Il personaggio di Fassbender è un lavoratore a contratto, una versione deluxe di un rider o di un autista di Uber. Non ha nome (nel film non viene mai menzionato) ma allo stesso tempo ne ha tantissimi, cambia identità praticamente ogni giorno per motivi, ancora una volta, lavorativi ed è completamente spersonalizzato. È consapevole che il mondo si divide in due categorie (“the few”, i pochi, “the many”, i molti) e che i pochi hanno sempre sfruttato i molti. Il credo che ripete ossessivamente, tentativo disperato di convincere innanzitutto se stesso e di rimanere concentrato sui propri obiettivi, se letto da chi non ha visto il film potrebbe tranquillamente venire scambiato per il decalogo di Jeff Bezos o Elon Musk.
L’imprevisto di Parigi e la conseguente violenza subita dalla sua compagna lo costringono però a guardarsi indietro: chissà che Heaven knows I’m miserable now degli Smiths (presente in colonna sonora) non gli avesse messo la pulce nell’orecchio già da prima… fatto sta che, al termine di una battaglia che non era pagato per combattere, sulla cima di un grattacielo iper-moderno, davanti al responsabile della ritorsione subita, il personaggio di Fassbender decide di appendere la pistola al chiodo: di non uccidere, lui che per lavoro veniva pagato per farlo: di scioperare. Shoplifters of the world // Unite and take over, cantano gli Smiths: e così, il sicario temibile che professava di voler essere “one of the few” si ritrova a bordo piscina, immerso in una calma apparente, a dichiarare felicemente di essere finalmente diventato “one of the many”, e quasi (quasi, per carità) sbatte le ciglia per la prima volta. Volendo usare una formula che fa tanto secolo scorso, potremmo dire che ha sviluppato una qualche forma di “coscienza di classe”; in questo senso dunque, volendo semplificare, potremmo quasi descrivere il finale di The Killer come “positivo”…ma ne siamo proprio sicuri?
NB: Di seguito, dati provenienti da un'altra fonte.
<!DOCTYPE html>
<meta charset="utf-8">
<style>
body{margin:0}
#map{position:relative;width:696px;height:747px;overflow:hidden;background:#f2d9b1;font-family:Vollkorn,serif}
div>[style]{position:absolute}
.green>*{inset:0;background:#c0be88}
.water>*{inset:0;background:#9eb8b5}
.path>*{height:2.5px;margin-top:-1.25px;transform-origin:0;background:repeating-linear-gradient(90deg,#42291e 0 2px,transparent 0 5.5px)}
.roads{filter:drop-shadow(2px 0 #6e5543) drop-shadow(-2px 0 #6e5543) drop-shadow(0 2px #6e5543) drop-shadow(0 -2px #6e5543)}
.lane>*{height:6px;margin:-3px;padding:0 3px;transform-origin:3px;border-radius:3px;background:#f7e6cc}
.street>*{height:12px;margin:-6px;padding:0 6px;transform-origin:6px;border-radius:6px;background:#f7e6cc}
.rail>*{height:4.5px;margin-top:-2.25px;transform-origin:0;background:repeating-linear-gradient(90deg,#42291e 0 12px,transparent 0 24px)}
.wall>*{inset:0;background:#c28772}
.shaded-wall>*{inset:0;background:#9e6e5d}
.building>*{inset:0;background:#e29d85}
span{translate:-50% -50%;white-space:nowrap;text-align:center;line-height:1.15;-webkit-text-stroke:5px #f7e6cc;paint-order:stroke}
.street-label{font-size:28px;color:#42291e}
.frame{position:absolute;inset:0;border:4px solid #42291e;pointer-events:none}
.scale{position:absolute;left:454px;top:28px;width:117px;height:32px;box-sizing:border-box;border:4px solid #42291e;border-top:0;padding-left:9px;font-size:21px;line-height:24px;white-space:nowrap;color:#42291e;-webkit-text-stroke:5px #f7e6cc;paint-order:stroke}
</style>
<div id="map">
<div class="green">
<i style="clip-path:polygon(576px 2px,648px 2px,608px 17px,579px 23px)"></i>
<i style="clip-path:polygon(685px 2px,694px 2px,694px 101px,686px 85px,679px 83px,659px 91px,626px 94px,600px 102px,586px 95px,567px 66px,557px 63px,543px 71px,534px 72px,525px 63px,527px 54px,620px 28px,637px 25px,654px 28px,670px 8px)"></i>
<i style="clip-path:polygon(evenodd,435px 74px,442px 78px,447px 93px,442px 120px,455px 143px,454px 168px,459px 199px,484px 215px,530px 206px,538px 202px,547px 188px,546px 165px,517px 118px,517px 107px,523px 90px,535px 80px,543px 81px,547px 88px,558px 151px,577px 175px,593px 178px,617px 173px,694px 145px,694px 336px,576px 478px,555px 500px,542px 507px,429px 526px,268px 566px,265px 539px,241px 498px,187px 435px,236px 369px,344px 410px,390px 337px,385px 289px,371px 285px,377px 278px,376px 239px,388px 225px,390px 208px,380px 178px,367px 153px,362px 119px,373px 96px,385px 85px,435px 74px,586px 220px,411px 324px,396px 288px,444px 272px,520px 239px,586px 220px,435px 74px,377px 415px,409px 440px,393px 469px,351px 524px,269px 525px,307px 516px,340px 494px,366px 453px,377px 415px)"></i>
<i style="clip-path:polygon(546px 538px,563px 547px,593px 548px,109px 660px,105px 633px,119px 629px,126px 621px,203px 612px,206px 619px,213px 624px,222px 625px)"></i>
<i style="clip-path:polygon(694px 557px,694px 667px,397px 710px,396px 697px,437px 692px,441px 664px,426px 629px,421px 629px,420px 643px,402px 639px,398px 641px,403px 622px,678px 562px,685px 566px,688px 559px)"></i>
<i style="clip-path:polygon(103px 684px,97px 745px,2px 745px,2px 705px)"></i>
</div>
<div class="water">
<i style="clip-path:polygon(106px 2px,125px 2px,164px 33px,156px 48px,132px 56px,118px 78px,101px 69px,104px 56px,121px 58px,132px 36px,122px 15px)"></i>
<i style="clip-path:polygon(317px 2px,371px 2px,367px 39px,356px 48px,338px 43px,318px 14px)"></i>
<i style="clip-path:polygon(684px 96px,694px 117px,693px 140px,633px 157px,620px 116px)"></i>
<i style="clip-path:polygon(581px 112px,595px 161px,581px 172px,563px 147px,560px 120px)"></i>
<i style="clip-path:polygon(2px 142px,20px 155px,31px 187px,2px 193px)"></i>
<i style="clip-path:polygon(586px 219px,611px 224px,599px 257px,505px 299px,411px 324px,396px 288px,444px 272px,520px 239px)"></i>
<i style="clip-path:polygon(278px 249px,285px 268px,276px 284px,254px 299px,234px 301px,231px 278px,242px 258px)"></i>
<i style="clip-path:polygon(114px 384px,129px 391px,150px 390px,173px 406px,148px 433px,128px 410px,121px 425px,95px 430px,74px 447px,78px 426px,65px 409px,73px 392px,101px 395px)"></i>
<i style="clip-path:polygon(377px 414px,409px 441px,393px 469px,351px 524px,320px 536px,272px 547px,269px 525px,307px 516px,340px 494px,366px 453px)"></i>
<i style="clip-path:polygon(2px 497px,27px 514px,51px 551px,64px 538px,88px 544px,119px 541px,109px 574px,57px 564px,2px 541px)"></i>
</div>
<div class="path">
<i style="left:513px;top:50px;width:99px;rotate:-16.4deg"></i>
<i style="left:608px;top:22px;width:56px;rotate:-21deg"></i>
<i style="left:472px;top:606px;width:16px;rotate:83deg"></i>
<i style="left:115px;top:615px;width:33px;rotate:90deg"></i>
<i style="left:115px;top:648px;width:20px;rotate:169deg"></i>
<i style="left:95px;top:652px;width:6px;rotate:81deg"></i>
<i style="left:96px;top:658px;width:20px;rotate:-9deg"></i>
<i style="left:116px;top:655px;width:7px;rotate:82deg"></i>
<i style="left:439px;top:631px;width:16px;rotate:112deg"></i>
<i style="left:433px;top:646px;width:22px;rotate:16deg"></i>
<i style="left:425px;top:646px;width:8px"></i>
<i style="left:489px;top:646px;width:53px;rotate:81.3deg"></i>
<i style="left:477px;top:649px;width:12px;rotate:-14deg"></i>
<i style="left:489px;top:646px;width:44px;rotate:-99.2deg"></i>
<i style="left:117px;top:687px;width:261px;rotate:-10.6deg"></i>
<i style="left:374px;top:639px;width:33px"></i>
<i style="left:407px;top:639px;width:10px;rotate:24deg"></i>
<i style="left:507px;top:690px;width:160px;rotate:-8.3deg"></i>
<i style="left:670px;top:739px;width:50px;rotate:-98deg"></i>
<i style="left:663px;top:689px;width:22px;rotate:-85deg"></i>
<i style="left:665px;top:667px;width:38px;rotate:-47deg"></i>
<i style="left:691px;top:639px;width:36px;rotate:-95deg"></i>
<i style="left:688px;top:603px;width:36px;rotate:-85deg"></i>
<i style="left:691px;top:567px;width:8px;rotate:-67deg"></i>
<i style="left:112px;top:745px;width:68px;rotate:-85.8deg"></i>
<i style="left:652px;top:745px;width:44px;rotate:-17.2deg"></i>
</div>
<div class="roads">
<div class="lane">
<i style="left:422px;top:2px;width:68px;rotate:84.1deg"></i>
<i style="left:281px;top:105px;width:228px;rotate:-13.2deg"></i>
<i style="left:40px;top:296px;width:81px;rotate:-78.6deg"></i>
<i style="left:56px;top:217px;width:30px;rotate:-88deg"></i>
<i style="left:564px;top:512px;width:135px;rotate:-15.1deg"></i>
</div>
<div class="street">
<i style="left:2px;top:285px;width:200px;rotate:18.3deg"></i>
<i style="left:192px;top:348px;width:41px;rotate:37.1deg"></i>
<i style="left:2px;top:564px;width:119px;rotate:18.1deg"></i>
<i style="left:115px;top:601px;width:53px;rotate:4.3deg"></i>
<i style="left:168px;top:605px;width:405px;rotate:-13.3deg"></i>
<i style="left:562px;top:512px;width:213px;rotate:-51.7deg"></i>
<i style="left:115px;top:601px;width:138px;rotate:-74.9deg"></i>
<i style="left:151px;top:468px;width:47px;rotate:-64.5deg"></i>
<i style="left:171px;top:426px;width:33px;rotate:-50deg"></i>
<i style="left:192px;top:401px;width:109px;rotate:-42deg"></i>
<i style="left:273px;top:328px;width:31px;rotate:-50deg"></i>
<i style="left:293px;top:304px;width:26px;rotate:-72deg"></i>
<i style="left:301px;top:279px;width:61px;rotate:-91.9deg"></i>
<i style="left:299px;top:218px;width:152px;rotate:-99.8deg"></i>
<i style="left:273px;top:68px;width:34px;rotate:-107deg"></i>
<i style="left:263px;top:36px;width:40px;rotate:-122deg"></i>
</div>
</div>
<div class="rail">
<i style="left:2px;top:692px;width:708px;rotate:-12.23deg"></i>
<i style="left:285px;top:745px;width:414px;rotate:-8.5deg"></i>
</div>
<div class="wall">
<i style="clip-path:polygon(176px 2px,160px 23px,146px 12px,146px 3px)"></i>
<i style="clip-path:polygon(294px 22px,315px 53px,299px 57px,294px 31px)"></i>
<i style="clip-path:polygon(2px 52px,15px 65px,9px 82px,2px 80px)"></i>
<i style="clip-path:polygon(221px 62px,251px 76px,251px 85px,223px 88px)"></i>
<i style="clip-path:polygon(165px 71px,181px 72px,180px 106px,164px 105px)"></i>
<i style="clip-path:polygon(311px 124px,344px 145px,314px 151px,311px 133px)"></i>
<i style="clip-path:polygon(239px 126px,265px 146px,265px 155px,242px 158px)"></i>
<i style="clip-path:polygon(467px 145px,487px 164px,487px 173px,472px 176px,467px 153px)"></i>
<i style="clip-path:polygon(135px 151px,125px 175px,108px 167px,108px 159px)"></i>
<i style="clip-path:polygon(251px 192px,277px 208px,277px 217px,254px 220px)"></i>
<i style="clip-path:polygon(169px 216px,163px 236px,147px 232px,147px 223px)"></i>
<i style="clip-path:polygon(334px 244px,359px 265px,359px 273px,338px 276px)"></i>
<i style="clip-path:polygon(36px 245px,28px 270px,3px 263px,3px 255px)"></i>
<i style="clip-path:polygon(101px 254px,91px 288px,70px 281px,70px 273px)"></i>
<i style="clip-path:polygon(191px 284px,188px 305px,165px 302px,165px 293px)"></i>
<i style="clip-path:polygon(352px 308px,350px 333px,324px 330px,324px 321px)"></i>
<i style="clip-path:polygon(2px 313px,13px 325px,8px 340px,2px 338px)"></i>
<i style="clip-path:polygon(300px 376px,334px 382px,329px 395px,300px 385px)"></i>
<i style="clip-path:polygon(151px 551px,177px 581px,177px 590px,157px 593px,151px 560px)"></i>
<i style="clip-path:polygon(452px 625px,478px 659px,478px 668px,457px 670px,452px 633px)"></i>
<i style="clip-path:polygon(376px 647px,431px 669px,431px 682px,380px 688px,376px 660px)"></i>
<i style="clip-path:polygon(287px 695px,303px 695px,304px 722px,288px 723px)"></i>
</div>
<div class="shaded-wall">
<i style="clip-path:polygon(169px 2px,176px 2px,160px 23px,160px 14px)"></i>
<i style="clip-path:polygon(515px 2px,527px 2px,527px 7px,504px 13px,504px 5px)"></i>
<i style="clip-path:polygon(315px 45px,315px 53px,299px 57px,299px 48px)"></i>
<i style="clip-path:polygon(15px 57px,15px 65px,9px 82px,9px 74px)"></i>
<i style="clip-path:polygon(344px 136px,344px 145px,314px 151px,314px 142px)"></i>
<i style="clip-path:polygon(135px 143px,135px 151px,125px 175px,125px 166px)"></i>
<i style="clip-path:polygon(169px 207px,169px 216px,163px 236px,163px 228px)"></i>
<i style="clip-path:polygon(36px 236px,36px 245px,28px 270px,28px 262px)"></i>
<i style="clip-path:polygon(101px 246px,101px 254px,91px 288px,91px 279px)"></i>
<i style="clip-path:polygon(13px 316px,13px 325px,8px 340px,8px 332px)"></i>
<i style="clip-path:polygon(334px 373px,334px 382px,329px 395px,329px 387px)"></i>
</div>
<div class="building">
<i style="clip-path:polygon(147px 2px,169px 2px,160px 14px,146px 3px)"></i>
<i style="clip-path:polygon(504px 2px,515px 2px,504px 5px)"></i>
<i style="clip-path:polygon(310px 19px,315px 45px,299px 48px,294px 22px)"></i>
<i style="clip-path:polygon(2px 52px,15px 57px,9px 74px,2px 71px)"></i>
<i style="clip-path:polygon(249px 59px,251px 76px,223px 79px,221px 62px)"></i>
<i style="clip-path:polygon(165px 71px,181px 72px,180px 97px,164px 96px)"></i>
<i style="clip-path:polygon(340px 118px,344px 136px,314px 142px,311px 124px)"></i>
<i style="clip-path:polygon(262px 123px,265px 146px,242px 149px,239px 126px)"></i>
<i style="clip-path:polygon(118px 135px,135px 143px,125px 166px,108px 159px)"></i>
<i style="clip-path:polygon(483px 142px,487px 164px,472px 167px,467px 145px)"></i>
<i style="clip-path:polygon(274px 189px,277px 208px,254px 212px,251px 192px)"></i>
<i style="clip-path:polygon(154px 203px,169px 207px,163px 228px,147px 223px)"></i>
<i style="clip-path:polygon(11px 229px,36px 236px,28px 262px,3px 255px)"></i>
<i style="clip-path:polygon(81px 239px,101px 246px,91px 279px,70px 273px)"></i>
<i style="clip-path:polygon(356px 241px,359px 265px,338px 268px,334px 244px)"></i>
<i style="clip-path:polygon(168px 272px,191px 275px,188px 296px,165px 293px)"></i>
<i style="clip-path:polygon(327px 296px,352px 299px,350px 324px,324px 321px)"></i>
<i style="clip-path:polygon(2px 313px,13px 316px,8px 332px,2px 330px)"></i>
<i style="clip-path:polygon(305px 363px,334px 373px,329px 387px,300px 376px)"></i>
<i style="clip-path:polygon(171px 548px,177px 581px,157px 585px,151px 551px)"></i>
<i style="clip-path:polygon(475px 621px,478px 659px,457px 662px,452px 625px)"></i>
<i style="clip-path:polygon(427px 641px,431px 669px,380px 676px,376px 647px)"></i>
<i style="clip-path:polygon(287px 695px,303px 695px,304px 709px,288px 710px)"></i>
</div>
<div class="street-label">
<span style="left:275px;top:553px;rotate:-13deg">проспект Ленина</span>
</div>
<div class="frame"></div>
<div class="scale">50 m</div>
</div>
Nella scia di morte che si è lasciato alle spalle, il nostro non ha mostrato pietà per nessuno: il perfido avvocato che gestiva il giro degli omicidi, certo, e il bruto che ha fatto cose indicibili alla sua ragazza, ma nemmeno la sicaria più “professionale” interpretata da Tilda Swinton, la segretaria inerme del suddetto avvocato e, soprattutto, l’incolpevole tassista dominicano che, ignaro di tutto, aveva scarrozzato i due killer fino alla magione del protagonista. Guarda caso, a venire risparmiato infine è proprio l’individuo più ricco e potente della catena, il “cliente”, il tycoon americano che ha commissionato il primo omicidio, e che però sembra non avere idea del perché un assassino si presenti una sera a casa sua minacciandolo con una pistola (ed interrompendolo, si noti, nel bel mezzo di una telefonata di lavoro). Nel frattempo, il televisore alle sue spalle trasmette, silenziato, dei grafici raffiguranti gli andamenti della borsa. Siamo proprio sicuri che convenga essere one of the many?